El Señor Jesús ante la necesidad
que le presentaba el Centurión actúo con prontitud: “iré a sanarlo” (v. 7).
Pero es la respuesta del Capitán lo que provoca la admiración del Señor: “No
merezco que entres en mi casa; solamente da la orden y quedará sano” (v. 8). Nadie
de nosotros es digno de la obra de Dios pero es Él, en su amor, quien nos
dignifica. No somos merecedores, pero si reconocemos la fuerza de su Palabra
podemos experimentar su gracia. Nuestro lugar es este: “No soy digno”; “No lo
merezco”, eres Tú Señor quien lo hace todo y en tu misericordia puedes sanarme.

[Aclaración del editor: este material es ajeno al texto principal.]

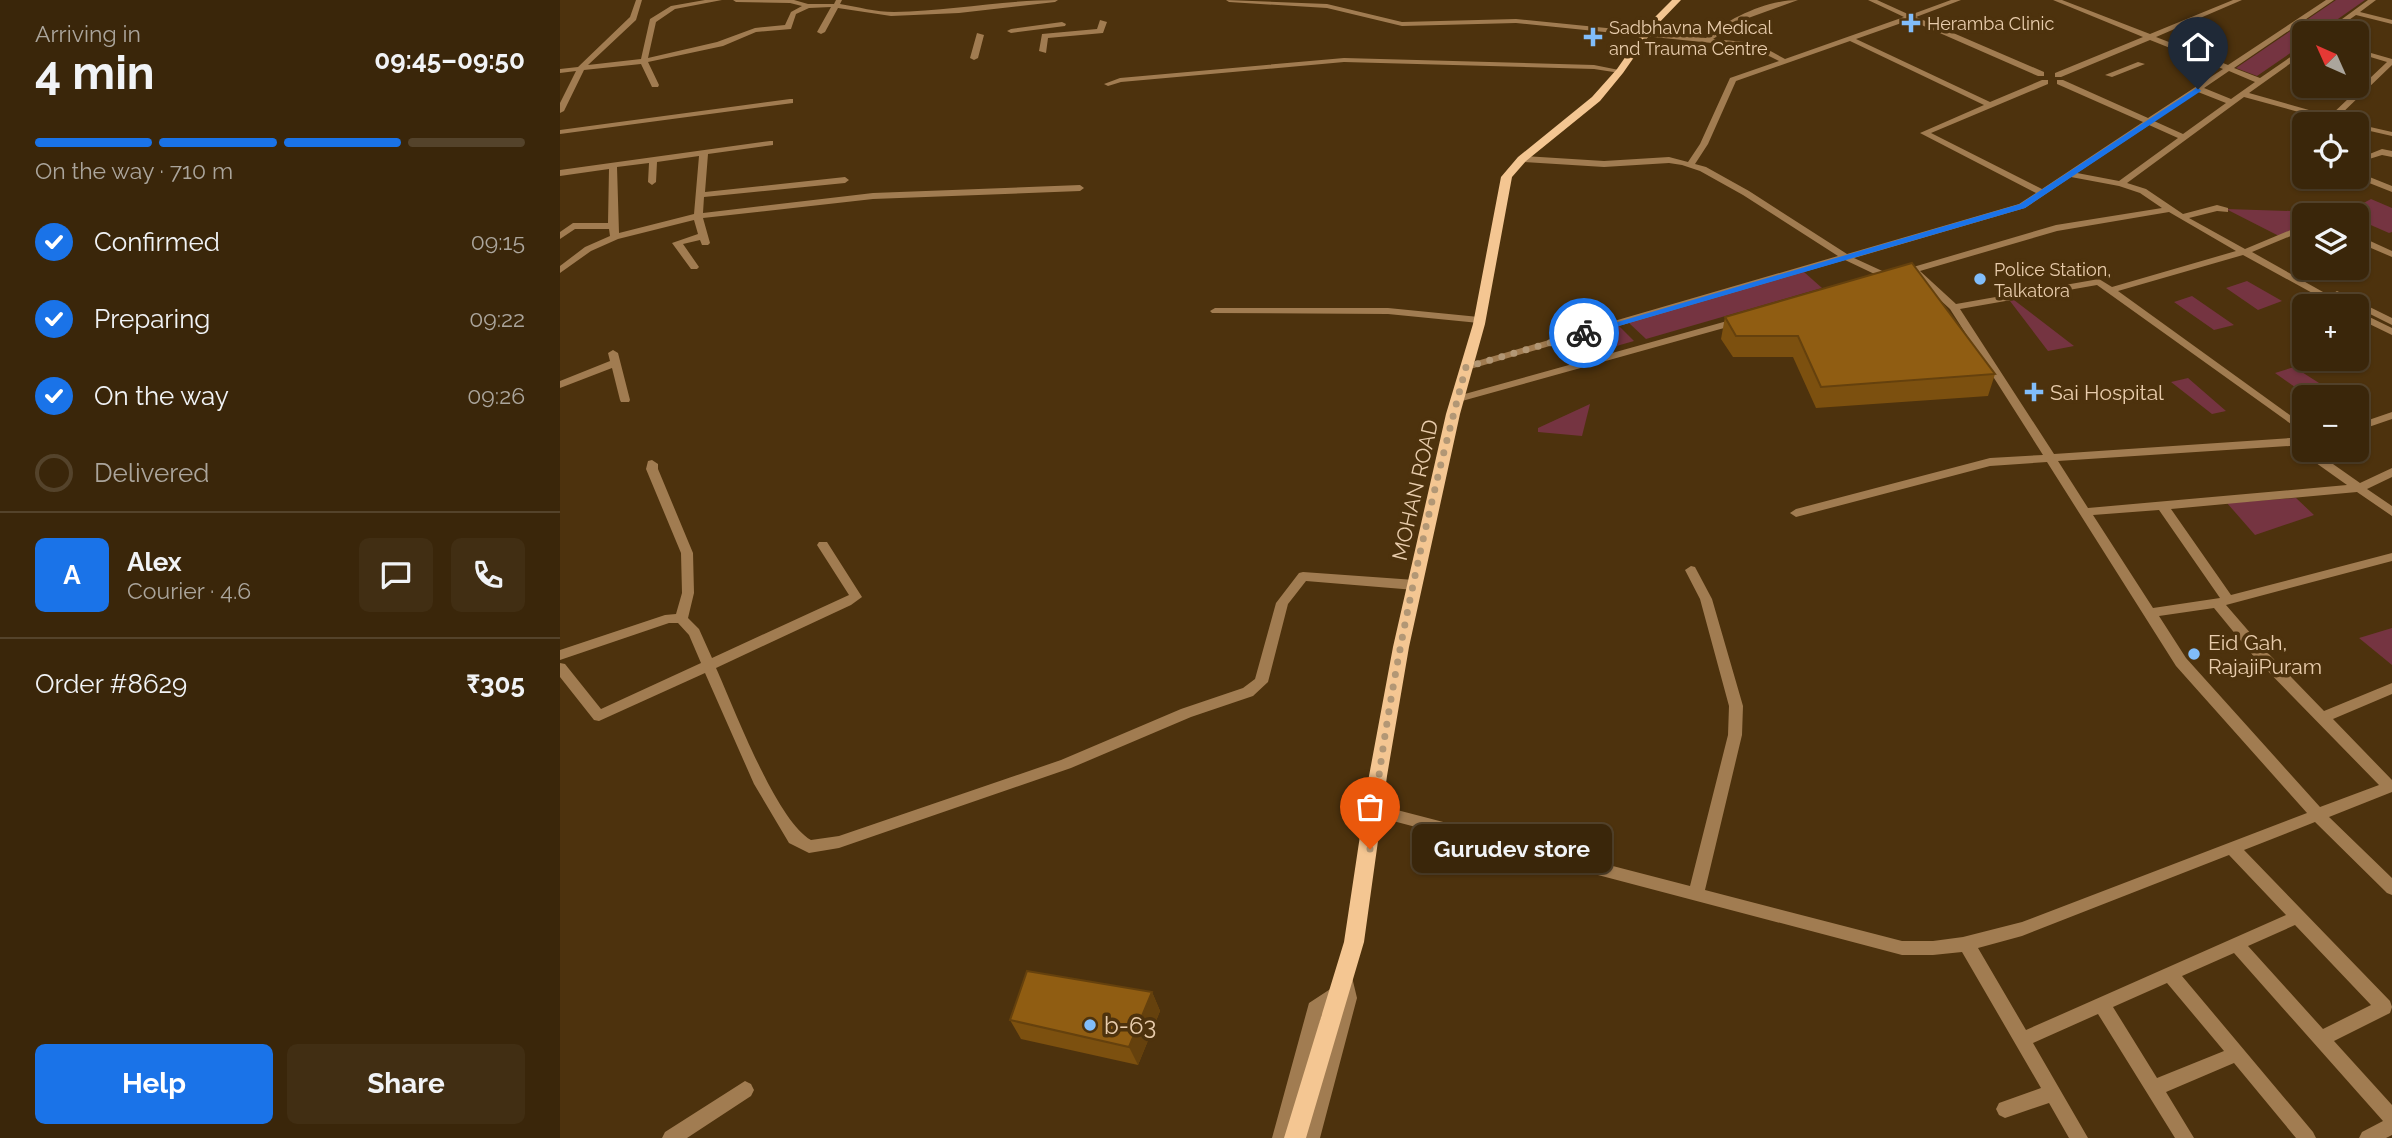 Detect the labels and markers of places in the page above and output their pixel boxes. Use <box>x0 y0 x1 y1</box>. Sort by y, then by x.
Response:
marker: Heramba Clinic <box>1901 13 1921 33</box>
place label: Heramba Clinic <box>1927 13 2054 34</box>
place label: Sadbhavna Medical and Trauma Centre <box>1609 17 1773 59</box>
pin <box>2168 17 2228 89</box>
marker: Sadbhavna Medical and Trauma Centre <box>1583 27 1603 47</box>
place label: Police Station, Talkatora <box>1994 259 2111 301</box>
marker: Police Station, Talkatora <box>1972 271 1988 287</box>
place label: Sai Hospital <box>2050 380 2164 405</box>
marker: Sai Hospital <box>2024 382 2044 402</box>
place label: Eid Gah, RajajiPuram <box>2208 630 2322 679</box>
marker: Eid Gah, RajajiPuram <box>2186 646 2202 662</box>
pin <box>1340 777 1400 849</box>
callout: Gurudev store <box>1412 824 1612 874</box>
place label: b-63 <box>1104 1011 1156 1040</box>
marker: b-63 <box>1082 1017 1098 1033</box>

El requisito es sencillo: tener
fe (v. 10). La fe es aquella virtud, sembrada por nuestro Creador, en nosotros,
que nos capacita a esperar con
paciencia y a creer con esperanza. Si flaqueamos en nuestra fe, sólo hace falta
acercarnos a Quien lo puede todo y lo hace nuevo (cf. Ap 21, 5) y con sencillez de corazón digamos:
“creo en ti, pero aumenta mi fe”.
Cuando se nos presente alguna
necesidad, “subamos al monte del Señor, al templo del Dios de Jacob, para que
Él nos enseñe sus caminos y andemos por sus sendas” (Is 2, 3), vislumbremos su
presencia y con la humildad consigamos sus milagros. ¡Caminemos a la luz del
Señor!, pues sólo basta su Palabra y todo encontrará su remedio. Un acto de
humildad le arrebata a Dios un milagro.